* _Required action_:
Leave every picture out, and retype all the remaining records exactly.

[Recorded data]
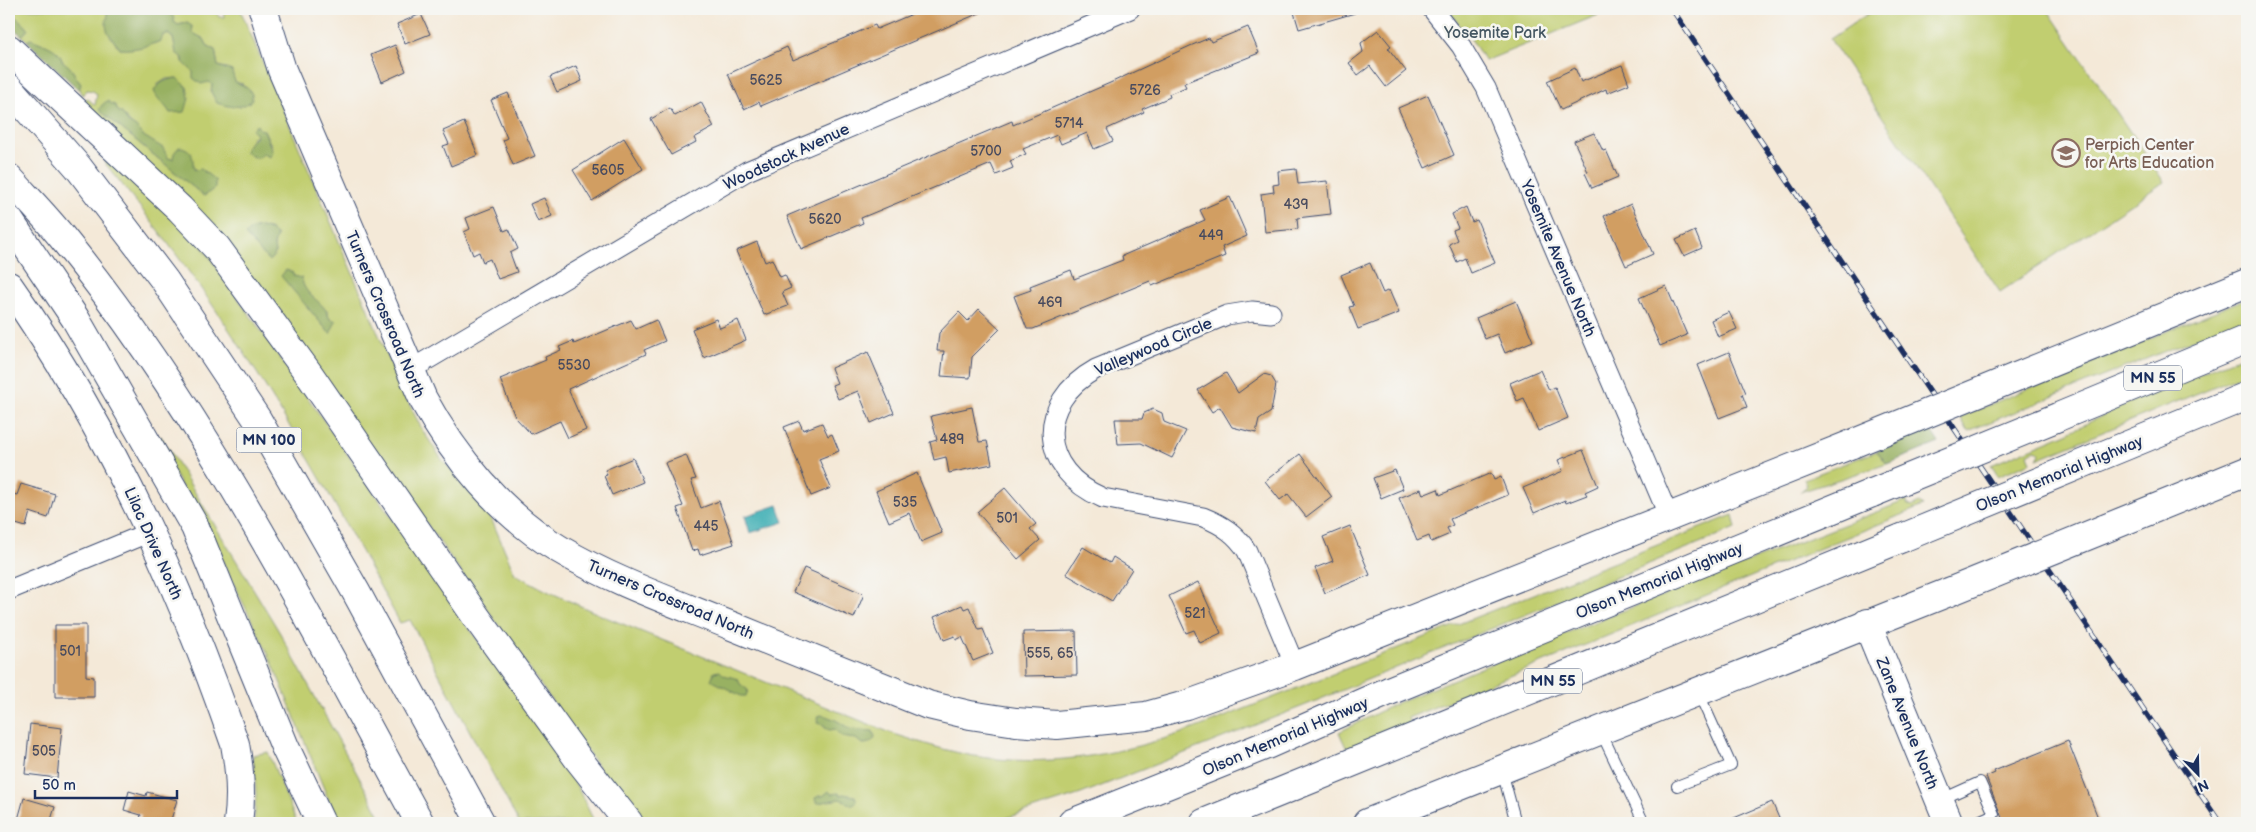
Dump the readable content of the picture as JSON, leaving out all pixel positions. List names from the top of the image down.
{
  "streets": {
    "main road": [
      "Turners Crossroad North",
      "MN 55",
      "MN 100",
      "Olson Memorial Highway",
      "Lilac Drive North",
      "Zane Avenue North"
    ],
    "street": ["Woodstock Avenue", "Yosemite Avenue North", "Valleywood Circle"]
  },
  "crossings": [
    ["Woodstock Avenue", "Turners Crossroad North"],
    ["Yosemite Avenue North", "Turners Crossroad North"],
    ["Turners Crossroad North", "Valleywood Circle"]
  ],
  "parks": ["Yosemite Park"],
  "places": {
    "school or university": ["Perpich Center for Arts Education"]
  },
  "house_numbers": [
    "5625",
    "5726",
    "5714",
    "5700",
    "5605",
    "439",
    "5620",
    "449",
    "469",
    "5530",
    "489",
    "535",
    "501",
    "445",
    "521",
    "501",
    "555, 65",
    "505"
  ],
  "scale_bar": "50 m",
  "north": "bottom right"
}
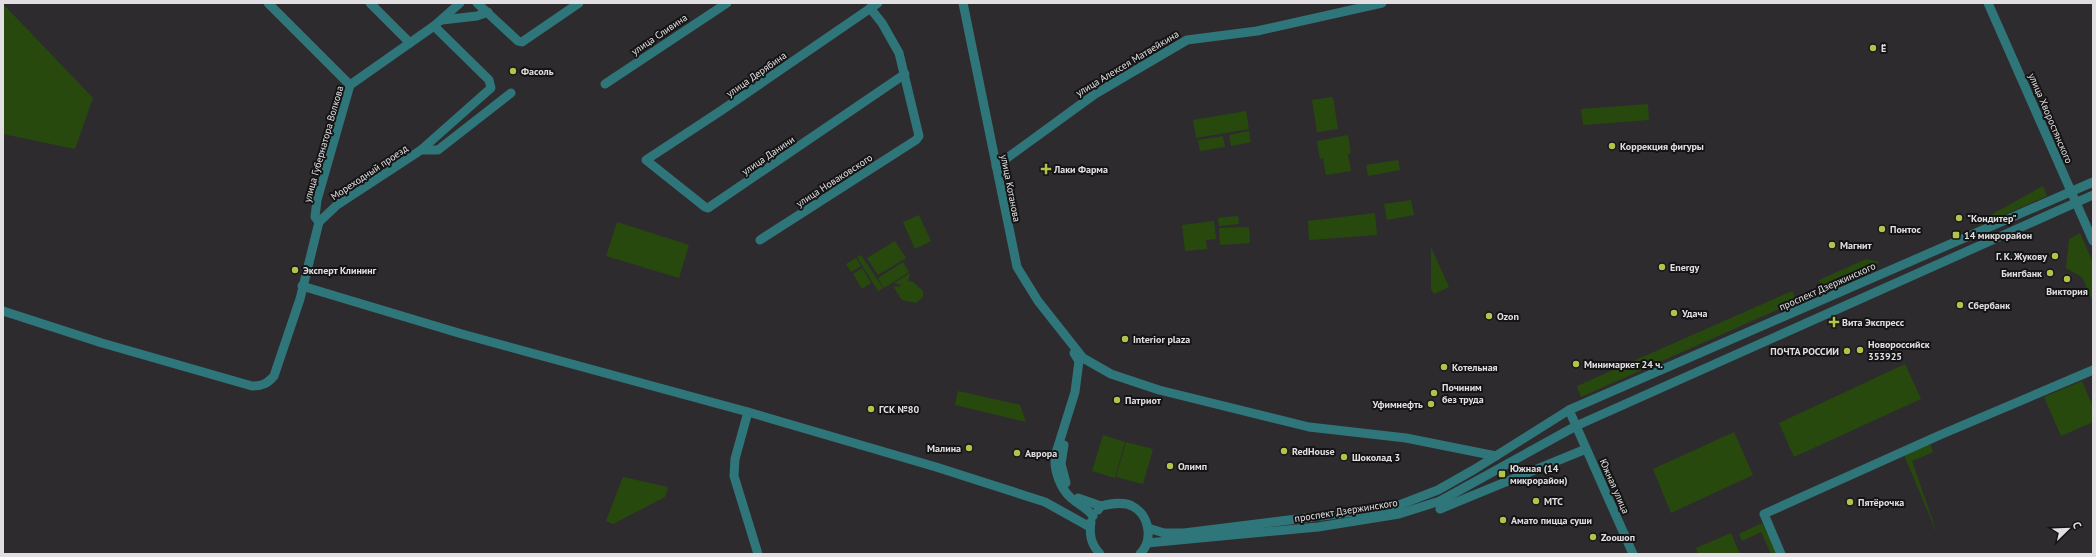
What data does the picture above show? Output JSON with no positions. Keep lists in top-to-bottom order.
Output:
{
  "streets": {
    "street": [
      "улица Сливина",
      "улица Алексея Матвейкина",
      "улица Дерябина",
      "улица Хворостянского",
      "улица Губернатора Волкова",
      "улица Данини",
      "Мореходный проезд",
      "улица Новаковского",
      "улица Котанова",
      "проспект Дзержинского",
      "Южная улица"
    ]
  },
  "crossings": [
    ["улица Алексея Матвейкина", "улица Котанова"],
    ["улица Дерябина", "улица Данини"],
    ["улица Хворостянского", "проспект Дзержинского"],
    ["улица Губернатора Волкова", "Мореходный проезд"],
    ["улица Данини", "улица Новаковского"],
    ["проспект Дзержинского", "Южная улица"]
  ],
  "places": {
    "other": [
      "Ё",
      "Фасоль",
      "Коррекция фигуры",
      "\"Кондитер\"",
      "Понтос",
      "Магнит",
      "Г. К. Жукову",
      "Energy",
      "Эксперт Клининг",
      "Бингбанк",
      "Виктория",
      "Сбербанк",
      "Удача",
      "Ozon",
      "Interior plaza",
      "Новороссийск 353925",
      "ПОЧТА РОССИИ",
      "Минимаркет 24 ч.",
      "Котельная",
      "Починим без труда",
      "Патриот",
      "Уфимнефть",
      "ГСК №80",
      "Малина",
      "RedHouse",
      "Аврора",
      "Шоколад 3",
      "Олимп",
      "МТС",
      "Пятёрочка",
      "Амато пицца суши",
      "Zooшоп"
    ],
    "health": ["Лаки Фарма", "Вита Экспресс"],
    "transit": ["14 микрорайон", "Южная (14 микрорайон)"]
  },
  "north": "top right"
}
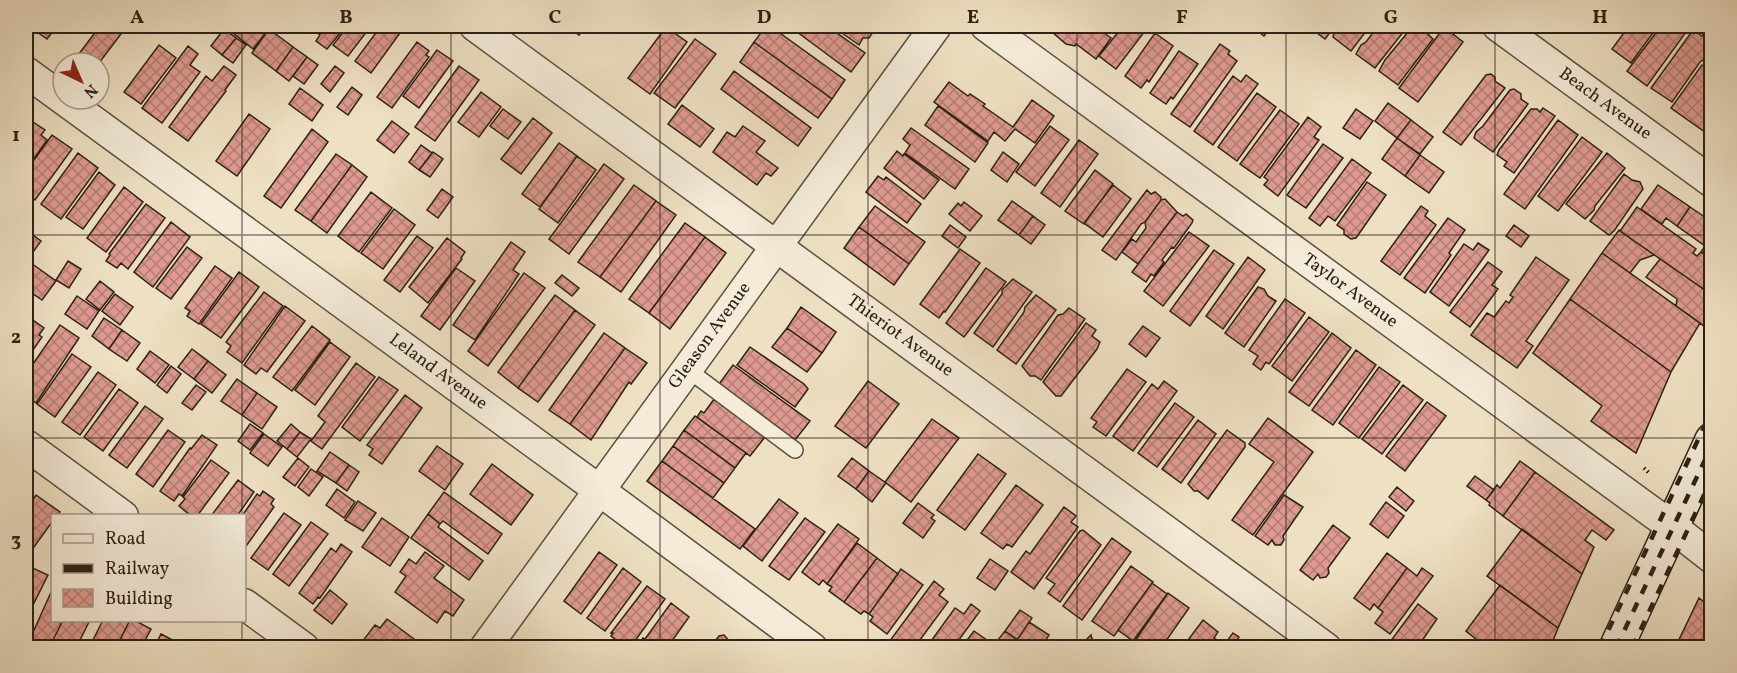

* _Solution for this task_:
Dump the readable content of the picture as JSON, leaving out all pixel positions. List names from the top of the image down.
{
  "streets": {
    "main road": [
      "Turners Crossroad North",
      "MN 55",
      "MN 100",
      "Olson Memorial Highway",
      "Lilac Drive North",
      "Zane Avenue North"
    ],
    "street": ["Woodstock Avenue", "Yosemite Avenue North", "Valleywood Circle"]
  },
  "crossings": [
    ["Woodstock Avenue", "Turners Crossroad North"],
    ["Yosemite Avenue North", "Turners Crossroad North"],
    ["Turners Crossroad North", "Valleywood Circle"]
  ],
  "parks": ["Yosemite Park"],
  "places": {
    "school or university": ["Perpich Center for Arts Education"]
  },
  "house_numbers": [
    "5625",
    "5726",
    "5714",
    "5700",
    "5605",
    "439",
    "5620",
    "449",
    "469",
    "5530",
    "489",
    "535",
    "501",
    "445",
    "521",
    "501",
    "555, 65",
    "505"
  ],
  "scale_bar": "50 m",
  "north": "bottom right"
}
What data does the picture above show? Output JSON with no positions. Keep lists in top-to-bottom order.
Output:
{
  "streets": {
    "street": [
      "улица Сливина",
      "улица Алексея Матвейкина",
      "улица Дерябина",
      "улица Хворостянского",
      "улица Губернатора Волкова",
      "улица Данини",
      "Мореходный проезд",
      "улица Новаковского",
      "улица Котанова",
      "проспект Дзержинского",
      "Южная улица"
    ]
  },
  "crossings": [
    ["улица Алексея Матвейкина", "улица Котанова"],
    ["улица Дерябина", "улица Данини"],
    ["улица Хворостянского", "проспект Дзержинского"],
    ["улица Губернатора Волкова", "Мореходный проезд"],
    ["улица Данини", "улица Новаковского"],
    ["проспект Дзержинского", "Южная улица"]
  ],
  "places": {
    "other": [
      "Ё",
      "Фасоль",
      "Коррекция фигуры",
      "\"Кондитер\"",
      "Понтос",
      "Магнит",
      "Г. К. Жукову",
      "Energy",
      "Эксперт Клининг",
      "Бингбанк",
      "Виктория",
      "Сбербанк",
      "Удача",
      "Ozon",
      "Interior plaza",
      "Новороссийск 353925",
      "ПОЧТА РОССИИ",
      "Минимаркет 24 ч.",
      "Котельная",
      "Починим без труда",
      "Патриот",
      "Уфимнефть",
      "ГСК №80",
      "Малина",
      "RedHouse",
      "Аврора",
      "Шоколад 3",
      "Олимп",
      "МТС",
      "Пятёрочка",
      "Амато пицца суши",
      "Zooшоп"
    ],
    "health": ["Лаки Фарма", "Вита Экспресс"],
    "transit": ["14 микрорайон", "Южная (14 микрорайон)"]
  },
  "north": "top right"
}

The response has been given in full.